The NHS Long Term Workforce Plan

The RCR has long called for a fully funded workforce plan for the NHS to address the workforce crisis consistently described in the annual RCR census. Therefore, we welcome the clear agenda and roadmap outlined in the NHS Long Term Workforce Plan,37 published in July 2023, which we recognise as a significant step towards ensuring a sustainable and resilient NHS workforce. The key is delivery, and the necessary and substantial uplift in funding to facilitate this. We note the new funding which is attached to the plan. But the proposals only go so far, and clarity is needed on how the Government and NHS England will guarantee that retention measures are implemented at a local level. 

Conclusion

The 2023 RCR Census undoubtedly paints a bleak picture of a growing workforce crisis across oncology.

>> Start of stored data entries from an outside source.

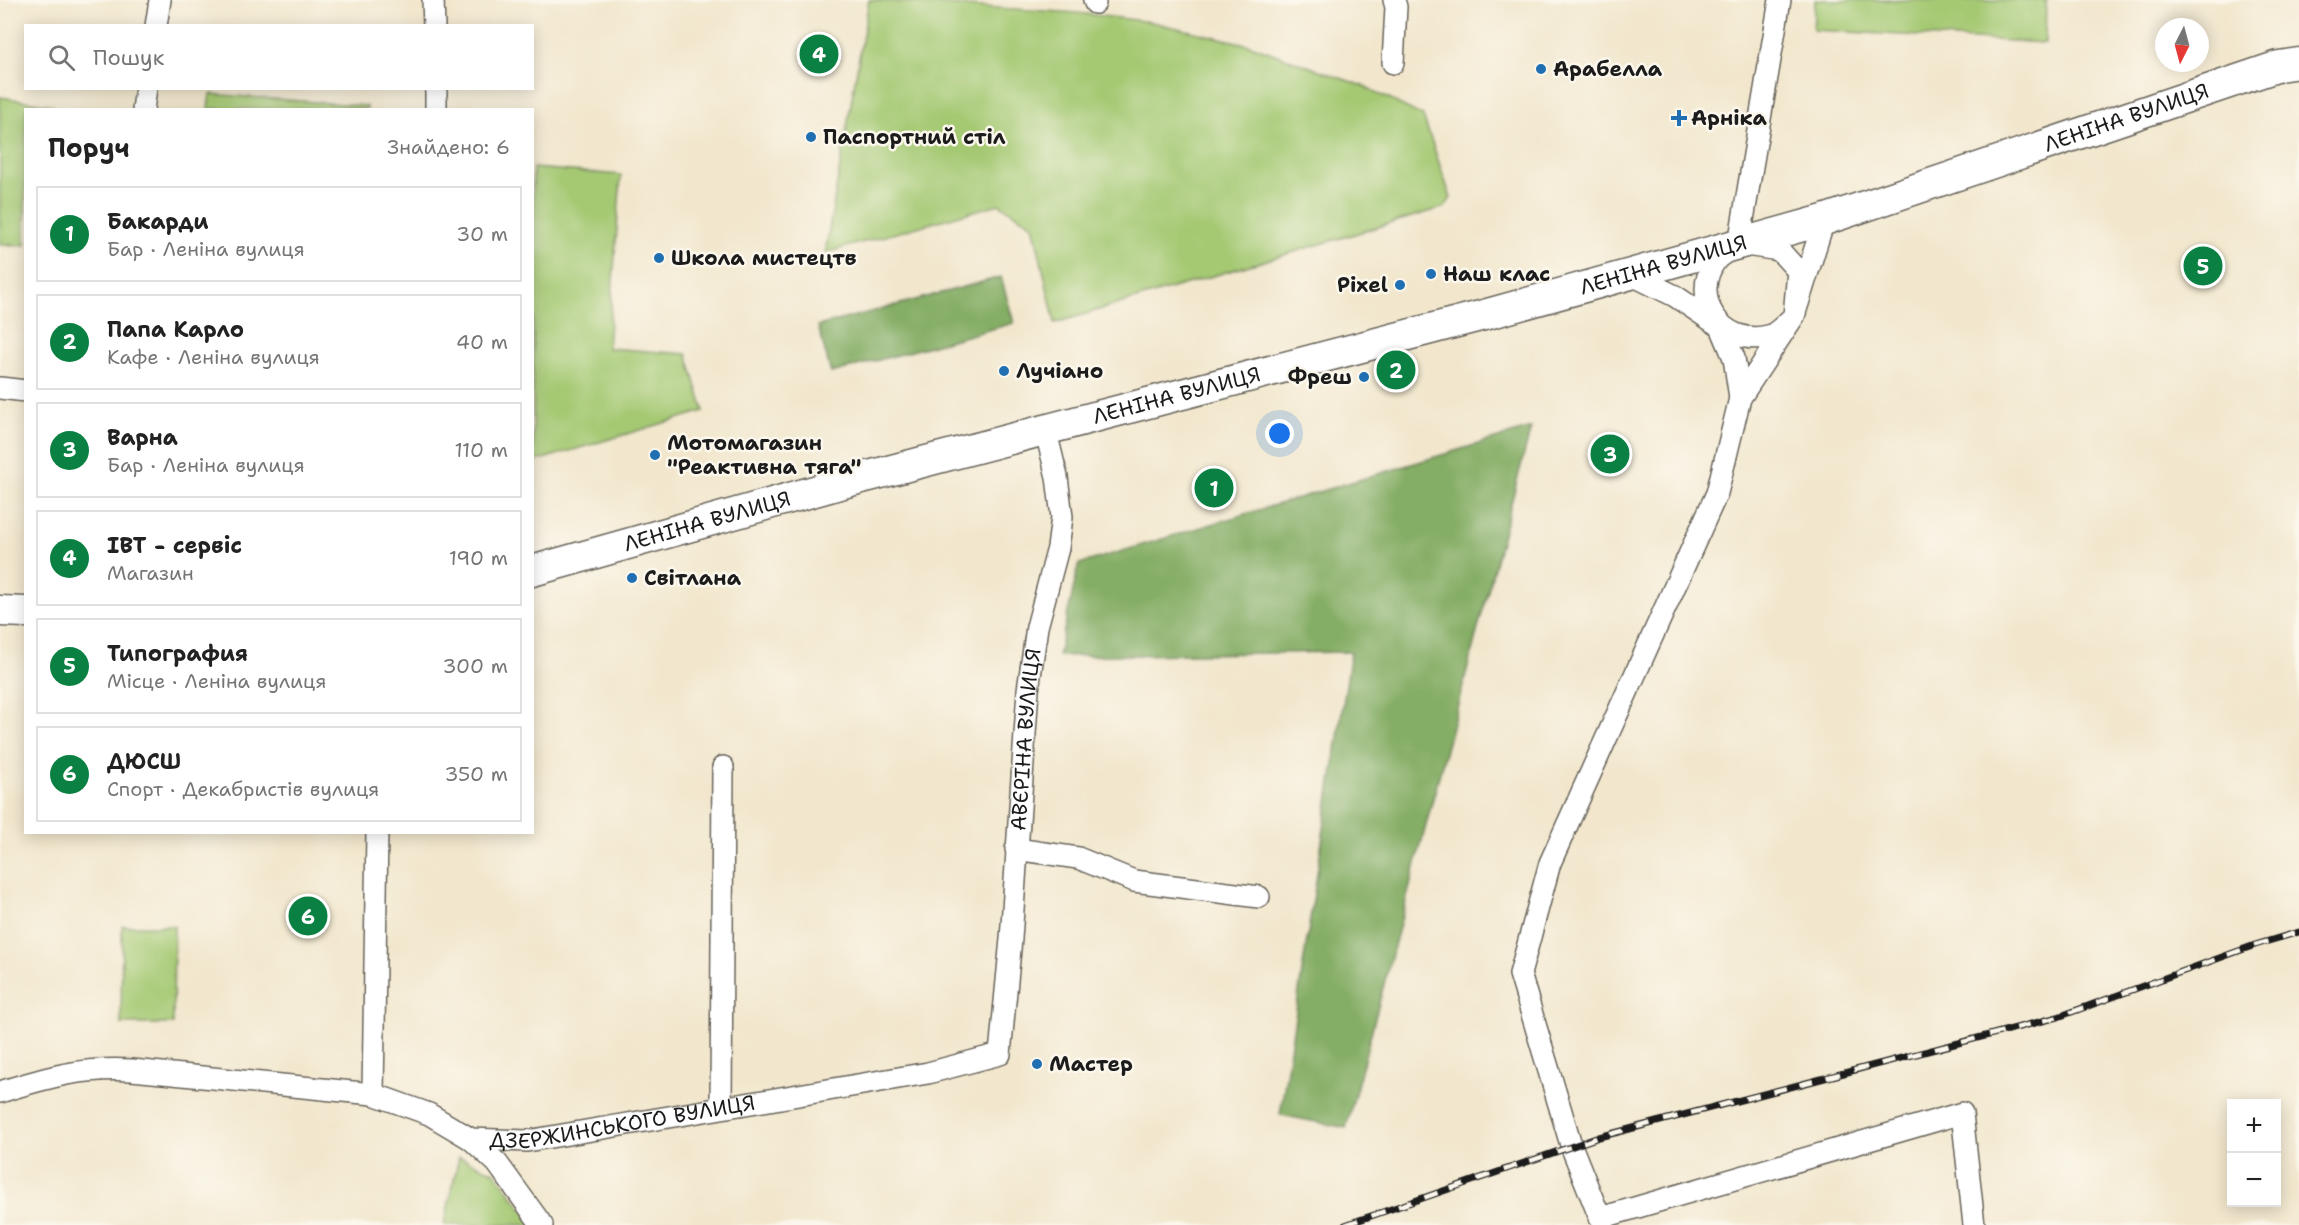 <!DOCTYPE html>
<html lang="uk">
<head>
<meta charset="utf-8">
<style>
	body { margin:0; font-family:"Shantell Sans",sans-serif; background:#f6f6f6; color:#222 }
	.controls { position:absolute; right:18px; bottom:18px; display:grid; overflow:hidden; border-radius:0px; box-shadow:0 3px 15px #0003 }
	.controls button { width:54px; height:54px; display:grid; place-items:center; padding:0; border:0; border-bottom:2px solid #e0e0e0; background:#fff; color:#222; font:30px sans-serif }
	.compass { position:absolute; left:2155px; top:18px; width:54px; height:54px; border-radius:50%; background:#fff; box-shadow:0 3px 15px #0003; rotate:186deg }
	.you { position:absolute; left:1280px; top:434px; width:21px; height:21px; margin:-15px; border:4px solid #fff; border-radius:50%; background:#1a73e8; box-shadow:0 0 0 9px #1a73e833 }
	.badge { display:grid; place-items:center; width:39px; height:39px; border-radius:50%; background:#0b8043; color:#fff; font-size:20px; font-weight:700 }
	.pin { position:absolute; translate:-50% -50%; border:3px solid #fff; box-shadow:0 2px 6px #0006 }
	.list { margin:0; padding:0; list-style:none }
	h2 { display:flex; justify-content:space-between; align-items:center; height:78px; margin:0; padding:0 24px; font-size:26px }
	h2 small { font-size:20px; font-weight:400; color:#767676 }
	.list li { display:grid; grid-template-columns:39px 1fr auto; gap:18px; align-items:center; box-sizing:border-box; height:96px; margin:0 12px 12px; padding:0 12px; border:2px solid #e0e0e0; border-radius:0px }
	.list b { display:block; font-size:22px; white-space:nowrap }
	.list p { margin:0; font-size:20px; white-space:nowrap; color:#767676 }
	.list em { font-size:20px; font-style:normal; color:#767676 }
	.icon { flex:none; width:33px; height:33px; fill:none; stroke:currentColor; stroke-width:2; stroke-linecap:round; stroke-linejoin:round }
	.map { position:relative; flex:none; width:2299px; height:1225px; overflow:hidden }
	.search { position:absolute; background:#fff; box-shadow:0 3px 15px #0003; left:24px; top:24px; width:510px; height:66px; display:flex; align-items:center; gap:15px; box-sizing:border-box; padding:0 21px; border-radius:0px; color:#767676; font-size:22px }
	.panel { position:absolute; background:#fff; box-shadow:0 3px 15px #0003; left:24px; top:108px; width:510px; height:726px; border-radius:0px }
	.map>svg:first-child { display:block }
	.green { fill:#a5c973; stroke:#607248; stroke-width:1.5 }
	.forest { fill:#84ad65; stroke:#506440; stroke-width:1.5 }
	.lines { fill:none; stroke-linecap:round; stroke-linejoin:round }
	.minor-casing { stroke:#67635a; stroke-width:24 }
	.secondary-casing { stroke:#67635a; stroke-width:33 }
	.minor { stroke:#fff; stroke-width:21 }
	.secondary { stroke:#fff; stroke-width:30 }
	.rail-casing { stroke:#1c1c1c; stroke-width:7 }
	.rail { stroke:#fbf7ec; stroke-width:4.5; stroke-dasharray:14; stroke-linecap:butt }
	.poi-dot { fill:#1f6fb2; stroke:#fbf7ec; stroke-width:2 }
	.labels { text-anchor:middle; stroke-width:5; stroke-linejoin:round; paint-order:stroke }
	.poi-label { font-size:21px; font-weight:bold; fill:#1c1c1c; stroke:#fbf7ec; text-anchor:start }
	.street-label { font-size:21px; fill:#1c1c1c; stroke:#fbf7ec }
</style>
</head>
<body>
<div class="map">
<svg width="2299" height="1225" viewBox="0 0 2299 1225">
	<rect width="100%" height="100%" fill="#fbf7ec"/>
	<filter id="ink" filterUnits="userSpaceOnUse"><feTurbulence type="fractalNoise" baseFrequency=".0167" numOctaves="2"/><feDisplacementMap in="SourceGraphic" scale="12" xChannelSelector="R" yChannelSelector="G"/><feConvolveMatrix kernelMatrix="1 2 1 2 8 2 1 2 1" color-interpolation-filters="sRGB"/></filter>
	<filter id="wash" filterUnits="userSpaceOnUse"><feTurbulence type="fractalNoise" baseFrequency=".008" numOctaves="4" result="noise"/><feDisplacementMap in="SourceGraphic" scale="24" xChannelSelector="R" yChannelSelector="G"/><feGaussianBlur stdDeviation="1.35" result="paint"/><feColorMatrix in="noise" values="0 0 0 0 0 0 0 0 0 0 0 0 0 0 0 0 0 1.4 0 .05"/><feComposite in="paint" operator="in"/></filter>
	<g filter="url(#wash)">
		<rect width="100%" height="100%" fill="#f2e7cd"/>
		<!-- green -->
		<g class="green">
			<polygon points="869,0 1078,13 1152,22 1250,45 1363,86 1423,116 1451,198 1445,207 1055,323 1033,225 999,204 825,253"/>
			<polygon points="1815,0 2046,0 2045,43 1813,30"/>
			<polygon points="210,94 367,106 367,109 208,109"/>
			<polygon points="0,97 51,105 57,109 26,110 25,245 0,245"/>
			<polygon points="533,168 621,175 608,348 687,354 704,411 533,462"/>
			<polygon points="122,926 174,926 173,1024 121,1024"/>
			<polygon points="459,1157 495,1172 534,1225 444,1225"/>
		</g>
		<!-- forest -->
		<g class="forest">
			<polygon points="1001,277 1014,323 831,373 818,326"/>
			<polygon points="1531,428 1346,1128 1280,1115 1351,652 1058,656 1079,564"/>
		</g>
	</g>
	<g filter="url(#ink)">
		<g class="lines">
			<!-- minor casing -->
			<g class="minor-casing">
				<g id="minor">
					<polyline points="433,0 434,26"/>
					<polyline points="1094,0 1095,3"/>
					<polyline points="156,26 160,0"/>
					<polyline points="1393,63 1396,7 1394,0"/>
					<polyline points="436,88 436,110"/>
					<polyline points="143,110 146,88"/>
					<polyline points="1824,220 1794,316 1740,398 1717,493 1550,863 1520,974 1572,1148 1600,1218 1962,1113 1974,1225"/>
					<path d="M1739,244L1779,250L1798,271L1794,316C1787,322 1777,334 1768,336C1723,348 1688,298 1716,260C1721,254 1732,249 1739,244Z"/>
					<polyline points="1739,244 1780,0"/>
					<polyline points="1630,274 1675,296 1721,327 1734,358 1740,398"/>
					<polyline points="0,388 26,391"/>
					<polyline points="1016,849 1078,858 1134,881 1259,897"/>
					<path id="s1" d="M0,1092C48,1077 82,1067 132,1070L373,1094L429,1114L471,1139L527,1141L928,1073L1000,1054L1011,939L1028,690L1037,627L1058,548L1062,517L1057,477L1045,428"/>
					<polyline points="373,1094 377,832"/>
					<polyline points="721,1107 723,767"/>
					<polyline points="471,1139 497,1163 542,1225"/>
				</g>
			</g>
			<!-- secondary casing -->
			<g class="secondary-casing">
				<g id="secondary">
					<path id="s2" d="M532,571L850,481L1484,315L1824,220L2279,66L2299,63"/>
					<polyline points="0,611 26,612"/>
				</g>
			</g>
			<!-- minor -->
			<use href="#minor" class="minor"/>
			<!-- secondary -->
			<use href="#secondary" class="secondary"/>
			<!-- rail casing -->
			<g class="rail-casing">
				<polyline id="rail" points="1345,1225 1599,1137 2058,1017 2255,945 2299,932"/>
			</g>
			<!-- rail -->
			<use href="#rail" class="rail"/>
		</g>
	</g>
	<!-- markers -->
	<g class="poi-dot">
		<circle cx="1541" cy="69" r="6"/>
		<path d="M1676 109h6v6h6v6h-6v6h-6v-6h-6v-6h6z"/>
		<circle cx="811" cy="137" r="6"/>
		<circle cx="659" cy="258" r="6"/>
		<circle cx="1431" cy="274" r="6"/>
		<circle cx="1400" cy="285" r="6"/>
		<circle cx="1004" cy="371" r="6"/>
		<circle cx="1364" cy="377" r="6"/>
		<circle cx="655" cy="455" r="6"/>
		<circle cx="632" cy="578" r="6"/>
		<circle cx="1037" cy="1064" r="6"/>
	</g>
	<g class="labels">
		<!-- poi labels -->
		<g class="poi-label">
			<text x="1553" y="76">Арабелла</text>
			<text x="1691" y="125">Арніка</text>
			<text x="823" y="144">Паспортний стіл</text>
			<text x="671" y="265">Школа мистецтв</text>
			<text x="1443" y="281">Наш клас</text>
			<text x="1388" y="292" text-anchor="end">Pixel</text>
			<text x="1016" y="378">Лучіано</text>
			<text x="1352" y="384" text-anchor="end">Фреш</text>
			<text x="667" y="450">Мотомагазин<tspan x="667" dy="24">"Реактивна тяга"</tspan></text>
			<text x="644" y="585">Світлана</text>
			<text x="1049" y="1071">Мастер</text>
		</g>
		<!-- street labels -->
		<g class="street-label">
			<text dy="7" stroke="none"><textPath href="#s2" startOffset="1658">ЛЕНІНА ВУЛИЦЯ</textPath></text>
			<text dy="7" stroke="none"><textPath href="#s2" startOffset="1172">ЛЕНІНА ВУЛИЦЯ</textPath></text>
			<text dy="7" stroke="none"><textPath href="#s2" startOffset="668">ЛЕНІНА ВУЛИЦЯ</textPath></text>
			<text dy="7" stroke="none"><textPath href="#s2" startOffset="182">ЛЕНІНА ВУЛИЦЯ</textPath></text>
			<text dy="7" stroke="none"><textPath href="#s1" startOffset="1338">АВЄРІНА ВУЛИЦЯ</textPath></text>
			<text dy="7" stroke="none"><textPath href="#s1" startOffset="638">ДЗЕРЖИНСЬКОГО ВУЛИЦЯ</textPath></text>
		</g>
	</g>
</svg>
<div class="controls">
<button>+</button>
<button>−</button>
</div>
<svg class="compass" viewBox="-18 -18 36 36"><path d="M0-13l5 13h-10z" fill="#e53935"/><path d="M0 13l5-13h-10z" fill="#767676"/></svg>
<div class="you"></div>
<div class="pin badge" style="left:1214px;top:488px">1</div>
<div class="pin badge" style="left:1396px;top:370px">2</div>
<div class="pin badge" style="left:1610px;top:454px">3</div>
<div class="pin badge" style="left:819px;top:54px">4</div>
<div class="pin badge" style="left:2203px;top:266px">5</div>
<div class="pin badge" style="left:308px;top:916px">6</div>
<div class="search"><svg class="icon" aria-label="search" viewBox="0 0 24 24"><circle cx="10" cy="10" r="6"/><path d="M15 15l6 6"/></svg>Пошук</div>
<section class="panel">
<h2>Поруч<small>Знайдено: 6</small></h2>
<ul class="list">
<li><span class="badge">1</span><div><b>Бакарди</b><p>Бар · Леніна вулиця</p></div><em>30 m</em></li>
<li><span class="badge">2</span><div><b>Папа Карло</b><p>Кафе · Леніна вулиця</p></div><em>40 m</em></li>
<li><span class="badge">3</span><div><b>Варна</b><p>Бар · Леніна вулиця</p></div><em>110 m</em></li>
<li><span class="badge">4</span><div><b>ІВТ - сервіс</b><p>Магазин</p></div><em>190 m</em></li>
<li><span class="badge">5</span><div><b>Типография</b><p>Місце · Леніна вулиця</p></div><em>300 m</em></li>
<li><span class="badge">6</span><div><b>ДЮСШ</b><p>Спорт · Декабристів вулиця</p></div><em>350 m</em></li>
</ul>
</section>
</div>
</body>
</html>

It describes a system stretched to its limits, barely able to cope with increasing volumes and complexity of work. But change for the better can be affected through vision, collaboration, and a realistic uplift in funding. With investment from commissioners, a willingness of trusts to support recruitment and retention strategies, and a consultant body amenable to embracing different ways of working, there is potential to reverse the decline. The alternative is an inexorable erosion in the standards of cancer care in the UK, and declining staff morale. The result will be a poorer patient experience and increased cancer-related deaths and morbidity. This is unacceptable in a country as wealthy as the UK, and should not be tolerated by patients and their families, cancer professionals, or policy makers.  

Key Points
  • The annual Royal College of Radiologists clinical oncology census has a consistent response rate of 100%, providing an accurate picture of the state of UK clinical oncology 
  • Although whole-time equivalent clinical oncologists have increased by 5% in 1 year, 165,000 new cancer patients required non-surgical treatment; the shortfall is predicted to worsen if it is not addressed rapidly
  • Workforce issues are impacting patient care and staff morale, leading to further staff shortages, a reduced ability to train new oncology consultants, and increased costs through locum payments
  • A three-pronged approach can reverse the erosion of hard-won improvements in cancer care:
    • encourage more trainee doctors into oncology
    • enable consultants to work more ‘at the top of their licence’ and have time to train new consultants
    • improve staff retention at all levels by improving conditions and wellbeing.